Nothing but the lines from the first line of the records through the line with "translate:-50% -50%; white-space:nowrap;" should be output, exactly as written and free of pictures.

··· RECORDS PROVIDED ···

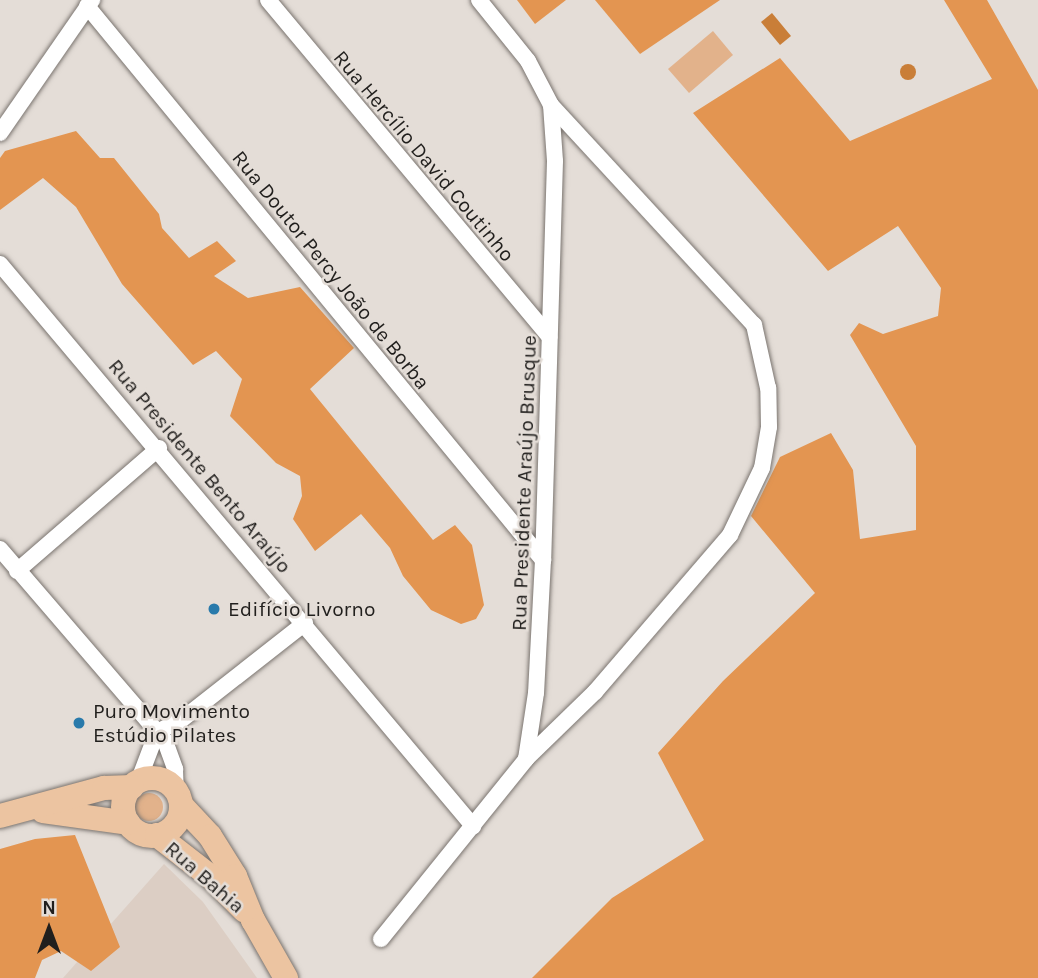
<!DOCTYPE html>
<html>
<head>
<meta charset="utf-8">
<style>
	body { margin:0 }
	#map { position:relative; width:1038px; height:978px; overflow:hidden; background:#e4ddd7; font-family:Karla,sans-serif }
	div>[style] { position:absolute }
	.built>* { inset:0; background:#dccec4 }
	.green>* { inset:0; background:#e2b28b }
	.round { border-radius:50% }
	.forest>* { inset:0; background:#e39551 }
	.water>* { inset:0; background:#c97e38 }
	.roads { filter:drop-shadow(0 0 2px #7a746f) drop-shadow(0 0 2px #7a746f) }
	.street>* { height:16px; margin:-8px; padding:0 8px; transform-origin:8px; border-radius:8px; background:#fff }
	.primary>* { height:24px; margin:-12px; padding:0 12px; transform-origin:12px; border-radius:12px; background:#ecc4a1 }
	.primary>.ring { margin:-12px; padding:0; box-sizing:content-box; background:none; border:24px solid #ecc4a1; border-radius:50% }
	.dots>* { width:19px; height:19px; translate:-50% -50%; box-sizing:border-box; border:4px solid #e4ddd7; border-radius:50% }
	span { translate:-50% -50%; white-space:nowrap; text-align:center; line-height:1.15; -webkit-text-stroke:5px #e4ddd7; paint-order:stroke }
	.street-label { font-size:21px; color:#211f1d }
	.poi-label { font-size:21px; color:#211f1d }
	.left { translate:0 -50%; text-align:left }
	.north { position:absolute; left:14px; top:894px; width:70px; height:70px; -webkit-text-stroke:5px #e4ddd7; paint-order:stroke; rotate:0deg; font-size:19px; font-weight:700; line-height:28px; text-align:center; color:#211f1d }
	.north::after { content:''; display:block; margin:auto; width:24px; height:32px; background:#211f1d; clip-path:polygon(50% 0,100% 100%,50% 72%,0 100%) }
</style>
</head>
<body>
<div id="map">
	<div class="built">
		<div style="clip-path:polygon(164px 864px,203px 902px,257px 978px,63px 978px)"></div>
	</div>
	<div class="green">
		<div style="clip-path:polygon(713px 31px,733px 55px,689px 93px,668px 69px)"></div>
		<div class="round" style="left:135px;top:793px;width:28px;height:28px"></div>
	</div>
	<div class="forest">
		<div style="clip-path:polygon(517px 0,566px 0,535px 24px)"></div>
		<div style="clip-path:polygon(595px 0,720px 0,640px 54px)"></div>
		<div style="clip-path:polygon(944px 0,987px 0,1038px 90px,1038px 978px,532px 978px,612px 898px,704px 840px,658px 753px,723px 681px,815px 593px,751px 516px,780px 457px,831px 433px,853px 470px,860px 539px,916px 530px,916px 446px,850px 335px,859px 323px,883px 334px,938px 316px,941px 288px,898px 226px,828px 271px,693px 113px,780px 58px,850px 141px,992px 79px)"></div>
		<div style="clip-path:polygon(76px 131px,100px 158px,114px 158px,159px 214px,162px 228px,189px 258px,217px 241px,236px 261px,214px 276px,248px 298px,300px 287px,354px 348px,310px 389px,433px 540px,455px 525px,472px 545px,484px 605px,476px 619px,461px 624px,431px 610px,403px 576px,390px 548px,361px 514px,315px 551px,293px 519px,302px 496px,300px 476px,276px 463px,230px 416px,242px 379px,216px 351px,193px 365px,122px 284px,76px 207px,43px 178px,0 210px,0 158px,5px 151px)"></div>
		<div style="clip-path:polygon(75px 835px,120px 947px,91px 971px,61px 951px,42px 960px,35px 978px,0 978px,0 849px,35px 839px)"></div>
	</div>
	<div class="water">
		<div style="clip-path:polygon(772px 13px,791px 36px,780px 45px,761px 22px)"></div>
		<div class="round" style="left:900px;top:64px;width:16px;height:16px"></div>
	</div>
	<div class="roads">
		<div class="street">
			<div style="left:268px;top:0;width:439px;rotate:50.1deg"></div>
			<div style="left:479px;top:0;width:78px;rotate:51.2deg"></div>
			<div style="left:528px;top:61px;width:50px;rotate:62.4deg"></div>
			<div style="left:551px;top:105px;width:56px;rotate:85.9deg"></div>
			<div style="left:555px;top:161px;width:399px;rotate:91.7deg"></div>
			<div style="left:543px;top:560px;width:133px;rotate:93deg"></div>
			<div style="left:536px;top:693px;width:67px;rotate:98.6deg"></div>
			<div style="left:87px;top:6px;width:718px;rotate:50.54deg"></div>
			<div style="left:0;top:133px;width:162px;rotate:-55.3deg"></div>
			<div style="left:0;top:264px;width:735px;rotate:49.91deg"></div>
			<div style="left:0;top:549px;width:253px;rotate:49.3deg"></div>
			<div style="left:165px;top:741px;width:30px;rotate:70deg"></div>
			<div style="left:175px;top:769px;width:23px;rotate:88deg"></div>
			<div style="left:17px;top:571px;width:188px;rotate:-40.9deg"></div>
			<div style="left:157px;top:732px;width:25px;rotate:-26deg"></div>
			<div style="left:180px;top:721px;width:159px;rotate:-38.1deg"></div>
			<div style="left:138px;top:782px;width:53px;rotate:-69.2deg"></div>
			<div style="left:381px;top:939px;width:231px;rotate:-51.1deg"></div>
			<div style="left:526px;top:759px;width:96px;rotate:-44.2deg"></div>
			<div style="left:595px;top:692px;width:207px;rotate:-49.3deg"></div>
			<div style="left:730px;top:535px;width:74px;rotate:-64.5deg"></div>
			<div style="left:762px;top:468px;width:42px;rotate:-80.3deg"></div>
			<div style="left:769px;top:427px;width:39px;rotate:-91deg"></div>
			<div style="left:768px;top:388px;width:65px;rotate:-102.5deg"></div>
			<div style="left:754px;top:325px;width:299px;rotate:-132.7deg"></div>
		</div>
		<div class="primary">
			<div class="ring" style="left:123px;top:778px;width:34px;height:34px"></div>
			<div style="left:181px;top:805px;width:42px;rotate:46.9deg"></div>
			<div style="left:210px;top:836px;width:47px;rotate:58deg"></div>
			<div style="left:235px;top:876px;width:48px;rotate:67.8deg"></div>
			<div style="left:253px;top:920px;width:67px;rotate:60.4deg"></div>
			<div style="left:43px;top:811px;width:86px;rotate:8deg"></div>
			<div style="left:0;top:816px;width:108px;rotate:-15.1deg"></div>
			<div style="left:104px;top:788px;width:28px;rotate:-2deg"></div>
			<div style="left:157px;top:835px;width:68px;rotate:37.9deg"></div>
			<div style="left:211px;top:877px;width:47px;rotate:45deg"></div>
		</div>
	</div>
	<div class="dots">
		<div style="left:214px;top:609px;background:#297aab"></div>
		<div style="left:79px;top:723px;background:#297aab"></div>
	</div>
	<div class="street-label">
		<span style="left:424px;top:156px;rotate:50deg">Rua Hercílio David Coutinho</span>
		<span style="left:331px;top:270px;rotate:51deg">Rua Doutor Percy João de Borba</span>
		<span style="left:200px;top:466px;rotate:50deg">Rua Presidente Bento Araújo</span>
		<span style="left:524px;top:483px;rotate:-88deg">Rua Presidente Araújo Brusque</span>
		<span style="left:205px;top:877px;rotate:41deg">Rua Bahia</span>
	</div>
	<div class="poi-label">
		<span class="left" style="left:228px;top:609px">Edifício Livorno</span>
		<span class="left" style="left:93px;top:723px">Puro Movimento<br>Estúdio Pilates</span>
	</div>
	<div class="north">N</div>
</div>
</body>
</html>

···

§ **SOLUTION BELOW**
<!DOCTYPE html>
<html>
<head>
<meta charset="utf-8">
<style>
	body { margin:0 }
	#map { position:relative; width:1038px; height:978px; overflow:hidden; background:#e4ddd7; font-family:Karla,sans-serif }
	div>[style] { position:absolute }
	.built>* { inset:0; background:#dccec4 }
	.green>* { inset:0; background:#e2b28b }
	.round { border-radius:50% }
	.forest>* { inset:0; background:#e39551 }
	.water>* { inset:0; background:#c97e38 }
	.roads { filter:drop-shadow(0 0 2px #7a746f) drop-shadow(0 0 2px #7a746f) }
	.street>* { height:16px; margin:-8px; padding:0 8px; transform-origin:8px; border-radius:8px; background:#fff }
	.primary>* { height:24px; margin:-12px; padding:0 12px; transform-origin:12px; border-radius:12px; background:#ecc4a1 }
	.primary>.ring { margin:-12px; padding:0; box-sizing:content-box; background:none; border:24px solid #ecc4a1; border-radius:50% }
	.dots>* { width:19px; height:19px; translate:-50% -50%; box-sizing:border-box; border:4px solid #e4ddd7; border-radius:50% }
	span { translate:-50% -50%; white-space:nowrap; text-align:center; line-height:1.15; -webkit-text-stroke:5px #e4ddd7; paint-order:stroke }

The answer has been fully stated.